LIONBRIDGE ANNOUNCES FY 2010 RESULTS WITH REVENUE OF $405.2 MILLION, GAAP EPS OF ($0.02) AND NON-GAAP EPS OF $0.26
Grows FY 2010 Operating Income 31% Year-on-Year excluding Restructuring; Forecasts Revenue and Profit Acceleration in 2011 with Strong Pipeline and Proven Cost Management
WALTHAM, Mass. – February 08, 2011— Lionbridge Technologies, Inc. (Nasdaq: LIOX) today announced financial results for the fourth quarter and year ended December 31, 2010.

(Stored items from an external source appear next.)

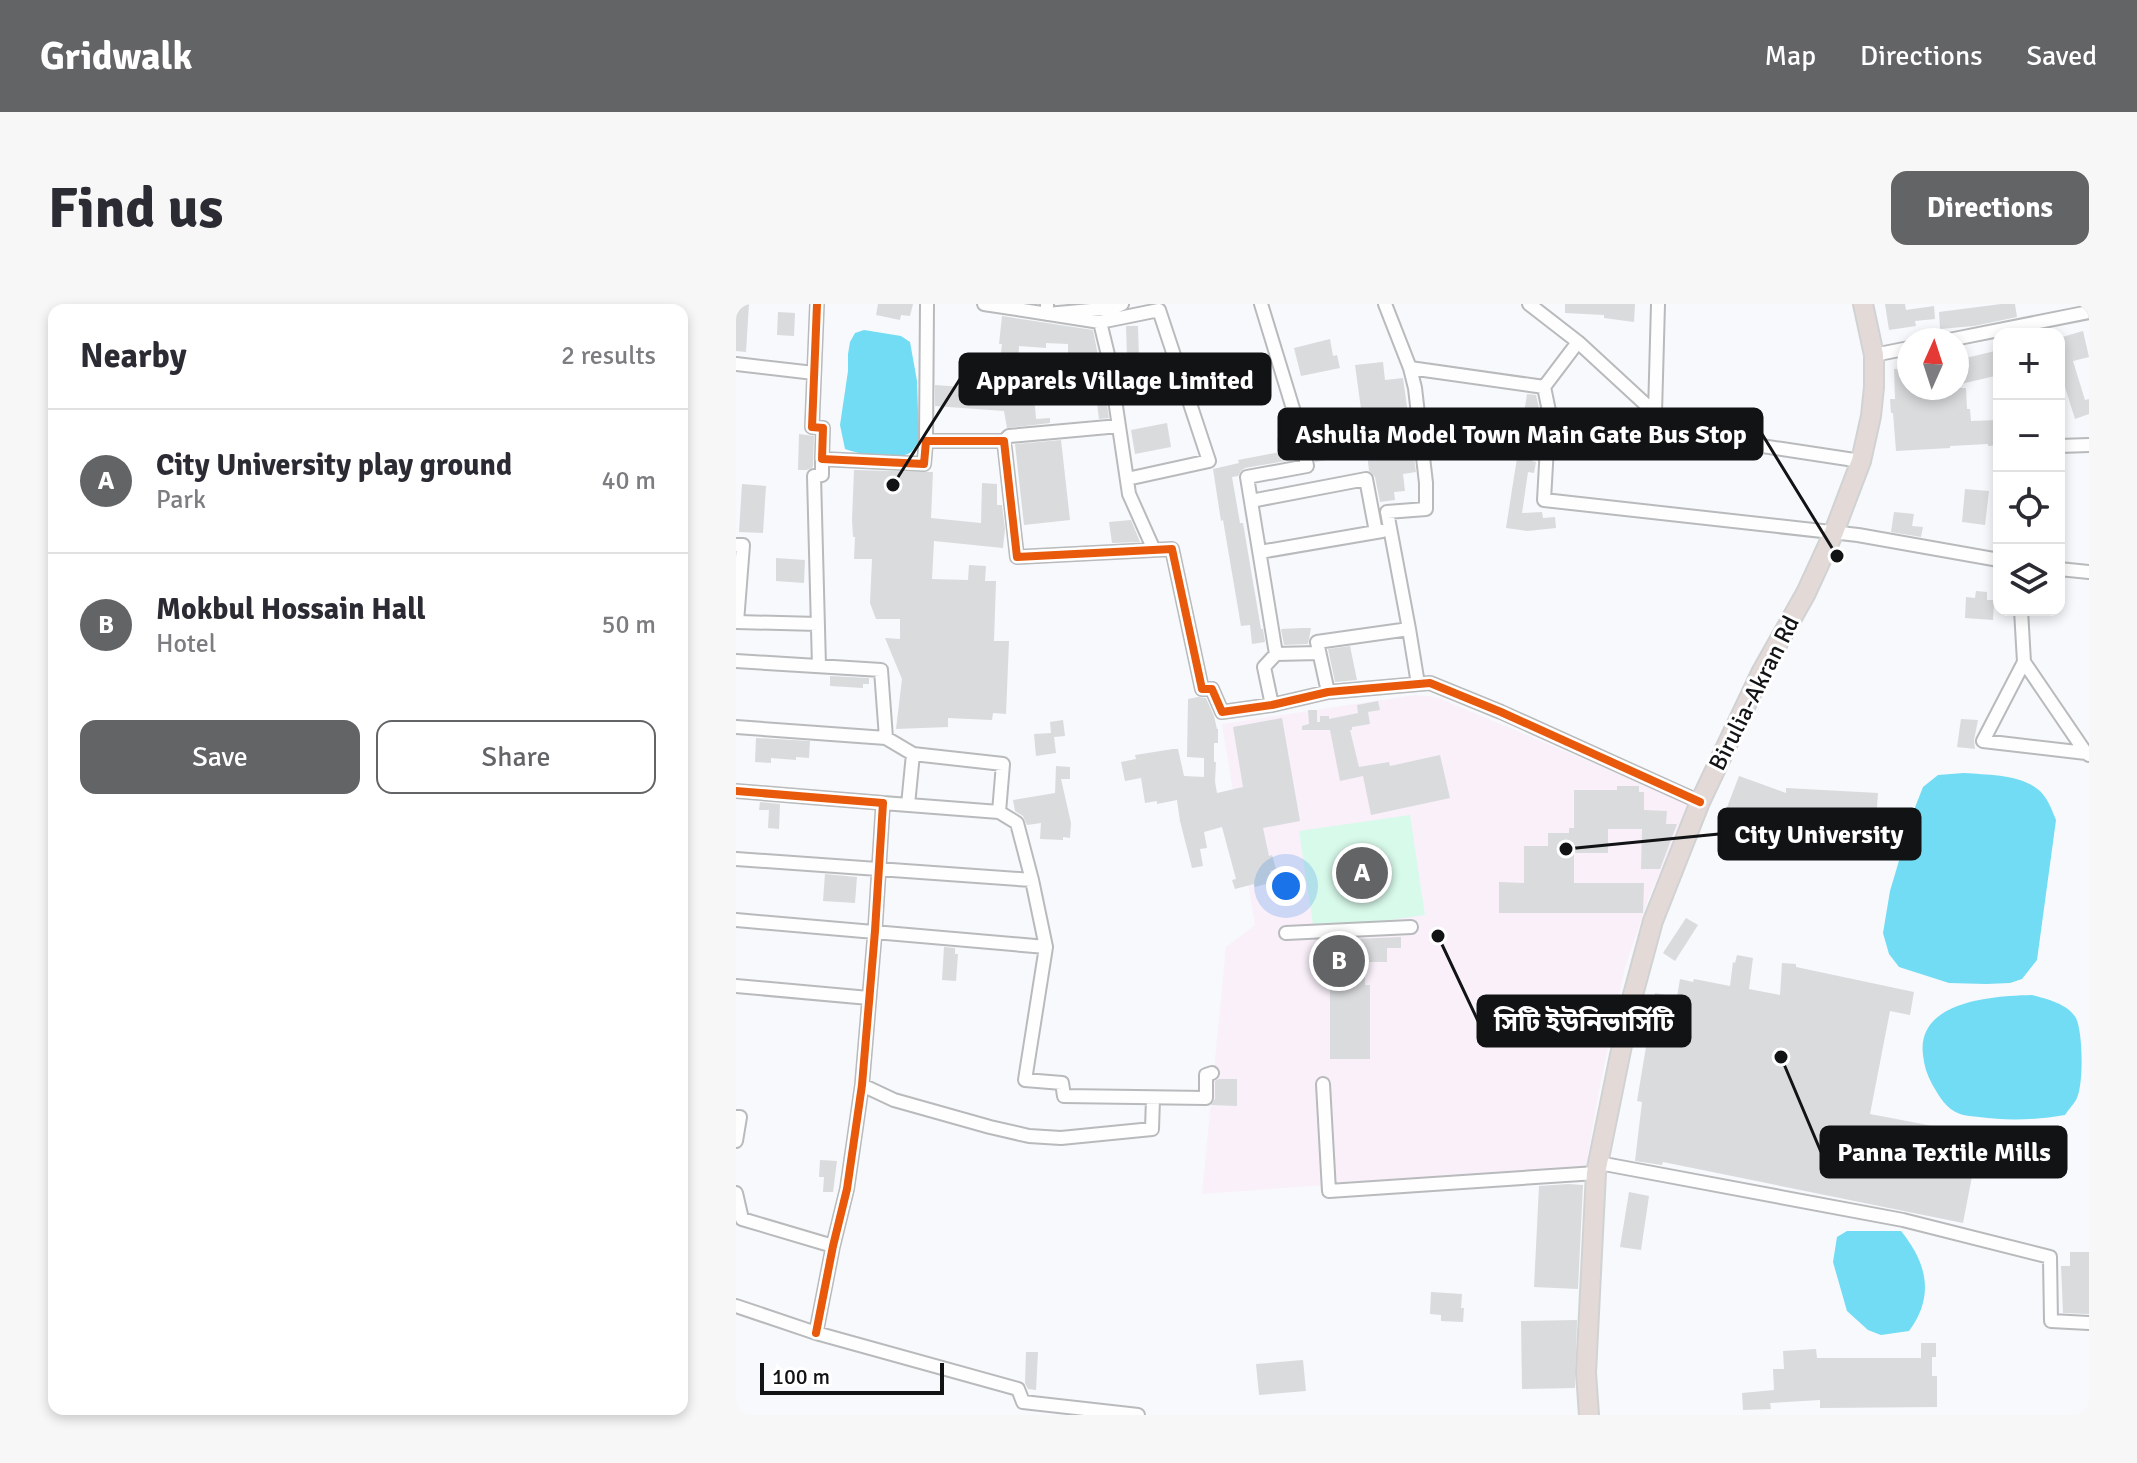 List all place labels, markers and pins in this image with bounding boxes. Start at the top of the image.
callout: Apparels Village Limited [960,354,1270,404]
callout: Ashulia Model Town Main Gate Bus Stop [1279,409,1762,459]
callout: City University [1719,809,1920,859]
pin: A [1336,843,1388,903]
pin: B [1313,931,1365,991]
callout: সিটি ইউনিভার্সিটি [1478,996,1690,1046]
callout: Panna Textile Mills [1821,1127,2066,1177]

Financial highlights for FY 2010 include:
•
Revenue of $405.2 million, an increase of $16.0 million or 4.1% from the year ended December 31, 2009. In constant currency the Company’s revenue increased 5.5% from the prior year.
•
GAAP net loss for the year of $1.3 million or ($0.02) per share based on 56.7 million weighted average common shares outstanding. This compares to a net loss of $4.0 million or ($0.07) per share in the prior year.
•
FY 2010 GAAP net loss includes restructuring expense of $7.8 million or $0.14 per share.
•
Non-GAAP adjusted earnings of $15.4 million or $0.26 per share, compared to non-GAAP adjusted earnings of $12.0 million or $0.21 in FY 2009. The Company defines non-GAAP earnings as GAAP net income excluding merger, restructuring and related costs, stock-based compensation and amortization of acquisition-related intangible assets. Please see the section of this release entitled “Non-GAAP Financial Measures” and the attached table for details and reconciliations of this measure to the comparable GAAP measure.
•
Cash flow from operations of $8.7 million during the year.
•
The Company continues to be net cash positive with an ending cash balance of $28.2 million and long-term debt of $24.7 million as of December 31, 2010.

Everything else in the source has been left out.